The council won the case. The inspector still thought its reasoning on housing was wrong.
This matters beyond Glassmill. Wandsworth will face future planning appeals where housing delivery arguments are central. The inspector’s language goes on record. It is the kind of finding that developers’ legal teams will quote.
What happens next for Rockwell
The developer’s only remaining option is a legal challenge in the High Court under planning law, which must be filed within six weeks of 14 May (by around 25 June). Such a challenge cannot simply disagree with the inspector’s conclusions. It can only argue that she made a legal error. The inspector’s planning judgement itself cannot be overturned by a court.

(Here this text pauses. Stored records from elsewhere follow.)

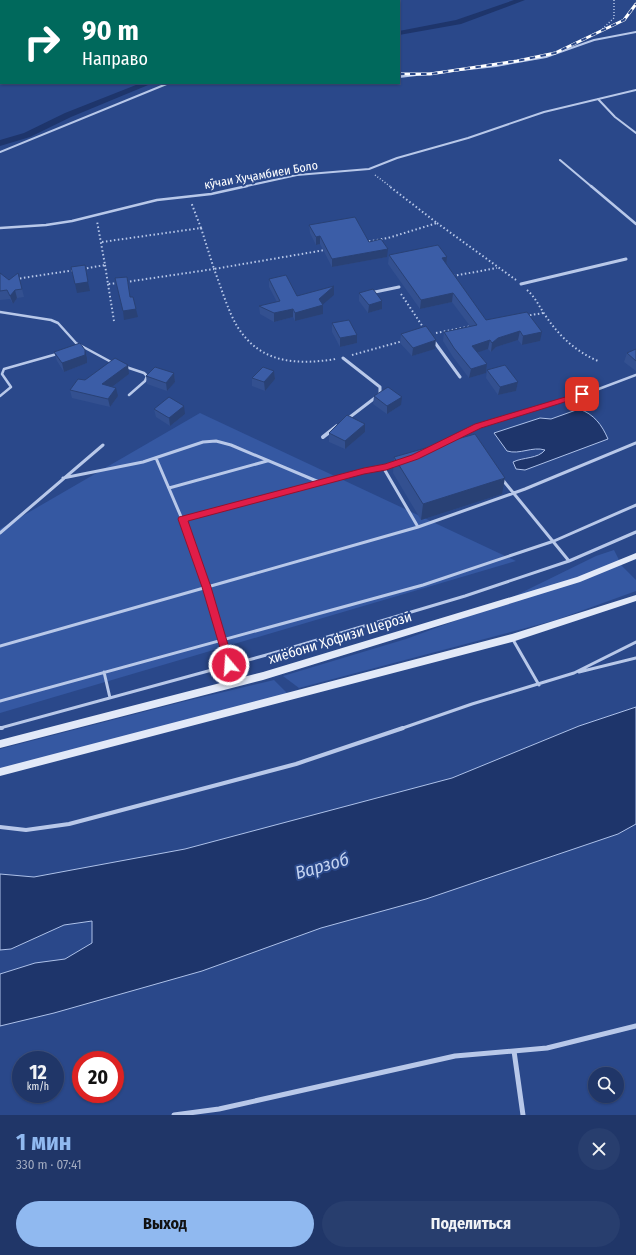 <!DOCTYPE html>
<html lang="ru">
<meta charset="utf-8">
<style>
body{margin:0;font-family:"Fira Sans Condensed",sans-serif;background:#283e6e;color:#f1f3f6;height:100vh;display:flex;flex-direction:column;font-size:15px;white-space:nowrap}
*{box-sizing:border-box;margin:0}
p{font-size:13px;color:#a2abc0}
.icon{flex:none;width:22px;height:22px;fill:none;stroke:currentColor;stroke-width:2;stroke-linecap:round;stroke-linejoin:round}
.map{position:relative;height:1115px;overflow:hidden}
.details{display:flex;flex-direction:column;background:#203668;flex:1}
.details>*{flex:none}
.top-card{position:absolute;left:0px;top:0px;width:400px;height:84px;box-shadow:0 1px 3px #0004,0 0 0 1px #3d507c;background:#00695c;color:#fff;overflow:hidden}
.buttons{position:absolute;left:588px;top:1067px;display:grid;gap:8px}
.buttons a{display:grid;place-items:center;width:36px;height:36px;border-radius:50%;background:#203668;box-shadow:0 1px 3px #0004,0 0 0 1px #3d507c;font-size:20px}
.speed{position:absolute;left:12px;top:1051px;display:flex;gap:8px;font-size:20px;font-weight:700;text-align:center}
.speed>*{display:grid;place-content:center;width:52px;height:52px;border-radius:50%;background:#203668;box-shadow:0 1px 3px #0004,0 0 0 1px #3d507c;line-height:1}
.speed small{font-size:10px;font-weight:400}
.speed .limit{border:6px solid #d22;background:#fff;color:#111}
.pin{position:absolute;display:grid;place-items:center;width:34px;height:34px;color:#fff;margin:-17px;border-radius:8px;box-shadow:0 2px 6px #0006}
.me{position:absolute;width:44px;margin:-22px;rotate:342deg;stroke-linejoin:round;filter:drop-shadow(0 0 3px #0008)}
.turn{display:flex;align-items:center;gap:14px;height:84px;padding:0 16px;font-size:18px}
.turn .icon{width:52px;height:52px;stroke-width:2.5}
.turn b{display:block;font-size:28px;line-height:34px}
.round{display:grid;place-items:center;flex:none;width:42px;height:42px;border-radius:21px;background:#283e6e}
.headline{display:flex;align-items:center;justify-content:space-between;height:68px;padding:0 16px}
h1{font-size:24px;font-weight:700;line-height:30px;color:#90b9f0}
.primary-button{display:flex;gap:8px;margin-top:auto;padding:8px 16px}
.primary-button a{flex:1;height:46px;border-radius:24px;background:#90b9f0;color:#111;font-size:16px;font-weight:700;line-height:46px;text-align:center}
.primary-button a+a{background:#283e6e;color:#f1f3f6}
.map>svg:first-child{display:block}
.green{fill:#3558a2}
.water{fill:#1e356b;stroke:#adc1e9}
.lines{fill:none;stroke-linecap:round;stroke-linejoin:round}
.canal{fill:#1e356b;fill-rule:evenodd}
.path-far1{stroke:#b8c8e9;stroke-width:1.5;stroke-dasharray:1 2;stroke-linecap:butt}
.path{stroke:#b8c8e9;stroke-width:2;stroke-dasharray:1.5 2.5;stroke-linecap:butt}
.service-far3{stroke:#b8c8e9;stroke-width:2}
.service-far2{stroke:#b8c8e9;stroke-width:2.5}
.service-far1{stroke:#b8c8e9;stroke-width:3}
.service{stroke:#b8c8e9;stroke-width:4}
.minor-far2{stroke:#b8c8e9;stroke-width:3}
.minor-far1{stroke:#b8c8e9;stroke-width:4}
.minor{stroke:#b8c8e9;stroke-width:5}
.secondary{fill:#e2e9f8;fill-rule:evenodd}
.rail-casing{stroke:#fff;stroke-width:3}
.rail{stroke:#2a488a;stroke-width:2;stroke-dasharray:5.5;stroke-linecap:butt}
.wall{fill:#335090}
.shaded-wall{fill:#294175}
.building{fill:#3b5da7;stroke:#294175}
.route{fill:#e11d48;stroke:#92132f}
.labels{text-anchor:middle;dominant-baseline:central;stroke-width:4;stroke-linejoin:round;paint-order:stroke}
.far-street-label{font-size:12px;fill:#fff;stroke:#2a488a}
.street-label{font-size:14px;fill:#fff;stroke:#2a488a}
.near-water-label{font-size:18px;font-style:italic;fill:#c4d3f0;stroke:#2a488a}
</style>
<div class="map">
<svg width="636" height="1115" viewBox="0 0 636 1115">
<rect width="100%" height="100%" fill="#2a488a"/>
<path class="green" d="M200 413 516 561 0 713V529Z
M614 550 622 566 636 580V591L556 620 299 688 283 676 406 639 490 608 596 556Z
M274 680 287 693 288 697 0 774V749L182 702Z"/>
<path class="water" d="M579 409C594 414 602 425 608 439L525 470 516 469 513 462C523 457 538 459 545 450 532 446 520 455 507 451L494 433 540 418 551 419Z
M636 707V824L618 834 426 899 321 928 202 971 54 1013 0 1026V974L35 963 65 959 92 943V921L64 925 11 949 0 950V874L34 877 185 849 452 778 579 726Z"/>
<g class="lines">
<path class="canal" d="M514 0H525L461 24 399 35V31L456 20Z
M141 83H153L71 117 30 137 0 146V140L24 133 65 113Z"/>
<path class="path-far1" d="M600 31 614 18V0
M375 175 391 187"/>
<path class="path" d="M437 223 516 280
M201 228 214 269 325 250
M102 242 201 228 191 202
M365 242 388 238 437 223 389 186
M105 265 108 284 119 283
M83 269 105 265 97 221
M453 276 497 268
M16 279 75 270
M126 282 214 269C221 287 228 311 237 326 260 364 297 365 336 359
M108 284 114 321
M527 290C535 297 539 306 545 315 559 336 575 351 598 361
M401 294 425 330
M526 316 543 313
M436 333 472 326
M352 355 403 341"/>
<path class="service-far3" d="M399 77 496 66 546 57 594 40 636 32
M598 99 615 117 636 133
M0 152 169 83
M560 160 592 187
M242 187 297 175 369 169 397 158 468 138 544 112 636 90"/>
<path class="service-far2" d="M591 186 636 224
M0 228 46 225 72 221 157 200 211 194 247 186
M0 312 51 320 58 323 76 343 113 363
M126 367 144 373 147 376 145 381 129 395
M0 396 11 387 2 374 4 369 57 354
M481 425 596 390 636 375"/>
<path class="service-far1" d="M446 443 484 424
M156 458 182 519
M383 467 418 527
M63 478 143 462 203 442 216 441 231 445 319 482
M502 479 569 561
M169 488 267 461
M0 533 103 445
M512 638 539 685
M0 646 418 527 525 489 636 443
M229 665 206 587 182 519 396 463
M104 672 110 698
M579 672 636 658
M0 701 423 585 554 541 636 505
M0 728 270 654 465 596 569 561 636 532
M400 729 472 704 574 673 636 642"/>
<path class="service" d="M0 728H2
M0 827 26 830 69 824 296 764 403 728"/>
<path class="minor-far2" d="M521 284 626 259
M370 293 399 287
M433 340 460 377
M343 358 380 387V394L346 420"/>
<path class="minor-far1" d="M323 437 337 426"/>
<path class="minor" d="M514 1051 523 1115
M174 1115 219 1109 455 1056 547 1048 636 1026"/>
<path class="secondary" d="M636 553V559L580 582 263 680 0 748V740L263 672 577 577Z
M636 595V601L512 642 0 776V768L512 634Z"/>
<g class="rail-casing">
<path id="rail" d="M399 74H430L517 61 555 53 624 20 636 4"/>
</g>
<use href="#rail" class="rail"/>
</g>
<path class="wall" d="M309 225 369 242 387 257 332 267 320 244 316 245 310 233Z
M389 255 447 257 446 264 486 320 527 312 540 341 522 345 518 340 496 347 491 352 488 349 478 352 487 364 486 373 469 378 453 357 443 341 444 332 470 326 452 302 420 309 388 264Z
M0 273 9 280 20 281 24 297 17 298 13 304 10 299 0 300Z
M269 279 297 296 334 295 322 304 323 305V314L295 321 293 317 274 322 260 314 259 306 277 302 269 287Z
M359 293 382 301V309L368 313 359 301Z
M332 323 357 335V343L340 347 332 332Z
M401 334 435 349 412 356 400 343Z
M636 349V371L624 362 627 353Z
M85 350 87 358V363L64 372 57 361 54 352Z
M487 370 518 382 516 391 498 395 486 378Z
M274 371 275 379 265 391 252 386V378Z
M174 373 175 382 167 391 147 384 146 376Z
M129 374 112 387 118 396 110 407 72 398 70 390 85 380Z
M374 396 401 405 387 414 373 404Z
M154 409 185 414 170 426 156 417Z
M365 424V432L345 449 329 442V433Z
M394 457 502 494 421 520 393 473Z"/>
<path class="shaded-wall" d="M320 236V244L316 245V237Z
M388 249 387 257 332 267V259Z
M447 257 446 266 442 258Z
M88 282 90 291 77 293 75 284Z
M334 286V295L321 306 323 305V314L295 321V313L319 299Z
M15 290 17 298 13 304 10 296Z
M453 293 452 302 420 309 421 300Z
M382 301V309L368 313 369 305Z
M136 309 138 317 124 320 123 311Z
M293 309V317L274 322V313Z
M520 331 518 340 496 347 491 352 492 343 498 338Z
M542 332 540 341 522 345 523 336Z
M357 335V343L340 347V338Z
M436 340 435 349 412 356 413 348Z
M490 340 488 349 470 355 472 346Z
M85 350 87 358V363L64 372 62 363Z
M487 364 486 373 469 378 471 369Z
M128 365 129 374 104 393 102 384Z
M274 371 275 379 265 391 264 382Z
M174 373 175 382 167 391 166 383Z
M518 382 516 391 498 395 500 387Z
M116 388 118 396 110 407 108 399Z
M402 397 401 405 387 414V406Z
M184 406 185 414 170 426 169 418Z
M365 424V432L345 449V441Z
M505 478 502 494 421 520 423 504Z"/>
<path class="building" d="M355 217 369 242 381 239 388 249 332 259 320 236 316 237 309 225Z
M438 245 447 257 442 258 486 320 527 312 542 332 523 336 520 331 498 338 492 343 490 340 472 346 487 364 471 369 454 348 444 332 477 325 453 293 421 300 389 255Z
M85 265 88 282 75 284 71 267Z
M0 273 9 280 18 273 22 289 15 290 10 296 7 290 0 291Z
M286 275 297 296 334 286 319 299 323 305 295 313 293 309 274 313 259 306 280 301 269 279Z
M127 277 130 297H133L136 309 123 311 115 278Z
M373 289 382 301 369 305 359 293Z
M349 320 357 335 340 338 332 323Z
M426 326 436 340 413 348 401 334Z
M80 343 85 350V355L62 363 54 352Z
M636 349V361L627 353Z
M115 358 128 365 102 384 116 388 108 399 70 390 78 379 85 380Z
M505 365 518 382 500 387 487 370Z
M155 367 174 373 166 383 146 376Z
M263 367 274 371 264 382 252 378Z
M388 387 402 397 387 406 374 396Z
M169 397 184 406 169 418 154 409Z
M347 415 365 424 345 441 329 433Z
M475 434 505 478 423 504 394 457Z"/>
<path class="route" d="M582 392 584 393V396L481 428 418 459 386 470 364 474 188 521 211 587 234 665 229 669 226 668 202 587 178 519 179 517 364 468 385 464 412 455 475 424Z"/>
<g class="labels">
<g class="far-street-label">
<text transform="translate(261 175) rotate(-10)">кӯчаи Хуҷамбиеи Боло</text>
</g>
<g class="street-label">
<text transform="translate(340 638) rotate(-17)">хиёбони Ҳофизи Шерозӣ</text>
</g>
<g class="near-water-label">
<text transform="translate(322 866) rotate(-16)">Варзоб</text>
</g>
</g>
</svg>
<div class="buttons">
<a><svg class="icon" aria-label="search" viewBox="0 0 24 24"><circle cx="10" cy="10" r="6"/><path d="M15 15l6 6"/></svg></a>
</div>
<div class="speed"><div>12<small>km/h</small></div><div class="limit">20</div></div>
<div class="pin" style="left:582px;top:394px;background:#d93025"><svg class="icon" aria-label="arrive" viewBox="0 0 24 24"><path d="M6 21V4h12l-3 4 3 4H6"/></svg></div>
<svg class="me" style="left:229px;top:665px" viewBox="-20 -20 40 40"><circle r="17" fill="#e11d48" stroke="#fff" stroke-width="3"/><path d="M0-11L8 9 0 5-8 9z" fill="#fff"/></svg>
<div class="top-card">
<div class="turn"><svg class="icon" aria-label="right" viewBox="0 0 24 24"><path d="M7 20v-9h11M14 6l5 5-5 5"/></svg><div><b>90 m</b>Направо</div></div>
</div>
</div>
<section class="details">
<div class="headline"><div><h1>1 мин</h1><p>330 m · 07:41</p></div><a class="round"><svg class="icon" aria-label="close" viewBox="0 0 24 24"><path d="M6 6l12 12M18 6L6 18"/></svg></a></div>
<div class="primary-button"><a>Выход</a><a>Поделиться</a></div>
</section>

How this result came about
The Putney Society was one of six civic societies that obtained formal status at the inquiry, allowing them to cross-examine witnesses directly, rather than simply submit letters of objection. The others were the Battersea Society, Chelsea Society, Cheyne Walk Trust, Friends of Battersea Park, and Wandsworth Society. Their involvement, confirmed when they applied for that status in January, gave the planning argument a rigour that went beyond the standard objection process. SW15 residents helped shape a south London planning outcome.
The scheme started at 35 storeys when Rockwell first submitted it in April 2024 and was reduced to 28 storeys plus a ground floor before the inquiry. The Design Review Panel had rejected the height argument twice, in December 2023 and February 2024. The reduced scheme was never shown to it. Wandsworth Council refused the application unanimously in April 2025. Rockwell appealed. A seven-day public inquiry heard evidence in March 2026.
The inspector’s 34-page decision [pdf] is final unless Rockwell takes the High Court route. The tower is dead.